What you need to do:
Please transcribe all of the records precisely.

Start of Extracted data

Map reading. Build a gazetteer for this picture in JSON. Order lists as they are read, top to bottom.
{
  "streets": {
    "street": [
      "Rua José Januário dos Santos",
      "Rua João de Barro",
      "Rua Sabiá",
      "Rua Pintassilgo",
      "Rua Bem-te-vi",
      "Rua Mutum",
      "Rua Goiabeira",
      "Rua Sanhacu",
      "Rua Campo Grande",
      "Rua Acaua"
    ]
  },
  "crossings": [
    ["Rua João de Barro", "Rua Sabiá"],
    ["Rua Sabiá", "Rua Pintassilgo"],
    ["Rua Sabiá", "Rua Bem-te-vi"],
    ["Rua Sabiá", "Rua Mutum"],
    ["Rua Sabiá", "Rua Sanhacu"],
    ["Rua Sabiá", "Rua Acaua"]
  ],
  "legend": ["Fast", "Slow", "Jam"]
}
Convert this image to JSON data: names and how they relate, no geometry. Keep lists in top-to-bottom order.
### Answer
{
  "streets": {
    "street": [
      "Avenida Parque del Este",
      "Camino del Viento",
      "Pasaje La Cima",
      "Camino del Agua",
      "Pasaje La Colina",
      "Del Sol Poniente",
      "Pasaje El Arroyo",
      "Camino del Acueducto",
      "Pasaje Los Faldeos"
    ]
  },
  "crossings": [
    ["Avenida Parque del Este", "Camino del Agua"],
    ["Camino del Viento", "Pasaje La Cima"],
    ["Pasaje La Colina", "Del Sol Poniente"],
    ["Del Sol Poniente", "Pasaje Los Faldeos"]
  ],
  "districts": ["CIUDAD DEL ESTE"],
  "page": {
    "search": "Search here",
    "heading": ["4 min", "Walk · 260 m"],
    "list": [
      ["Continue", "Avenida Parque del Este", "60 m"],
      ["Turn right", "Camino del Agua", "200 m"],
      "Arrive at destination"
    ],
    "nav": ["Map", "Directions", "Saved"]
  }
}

End of Extracted data

Task response:
Map reading. Build a gazetteer for this picture in JSON. Order lists as they are read, top to bottom.
{
  "streets": {
    "street": [
      "Rua José Januário dos Santos",
      "Rua João de Barro",
      "Rua Sabiá",
      "Rua Pintassilgo",
      "Rua Bem-te-vi",
      "Rua Mutum",
      "Rua Goiabeira",
      "Rua Sanhacu",
      "Rua Campo Grande",
      "Rua Acaua"
    ]
  },
  "crossings": [
    ["Rua João de Barro", "Rua Sabiá"],
    ["Rua Sabiá", "Rua Pintassilgo"],
    ["Rua Sabiá", "Rua Bem-te-vi"],
    ["Rua Sabiá", "Rua Mutum"],
    ["Rua Sabiá", "Rua Sanhacu"],
    ["Rua Sabiá", "Rua Acaua"]
  ],
  "legend": ["Fast", "Slow", "Jam"]
}
Convert this image to JSON data: names and how they relate, no geometry. Keep lists in top-to-bottom order.
### Answer
{
  "streets": {
    "street": [
      "Avenida Parque del Este",
      "Camino del Viento",
      "Pasaje La Cima",
      "Camino del Agua",
      "Pasaje La Colina",
      "Del Sol Poniente",
      "Pasaje El Arroyo",
      "Camino del Acueducto",
      "Pasaje Los Faldeos"
    ]
  },
  "crossings": [
    ["Avenida Parque del Este", "Camino del Agua"],
    ["Camino del Viento", "Pasaje La Cima"],
    ["Pasaje La Colina", "Del Sol Poniente"],
    ["Del Sol Poniente", "Pasaje Los Faldeos"]
  ],
  "districts": ["CIUDAD DEL ESTE"],
  "page": {
    "search": "Search here",
    "heading": ["4 min", "Walk · 260 m"],
    "list": [
      ["Continue", "Avenida Parque del Este", "60 m"],
      ["Turn right", "Camino del Agua", "200 m"],
      "Arrive at destination"
    ],
    "nav": ["Map", "Directions", "Saved"]
  }
}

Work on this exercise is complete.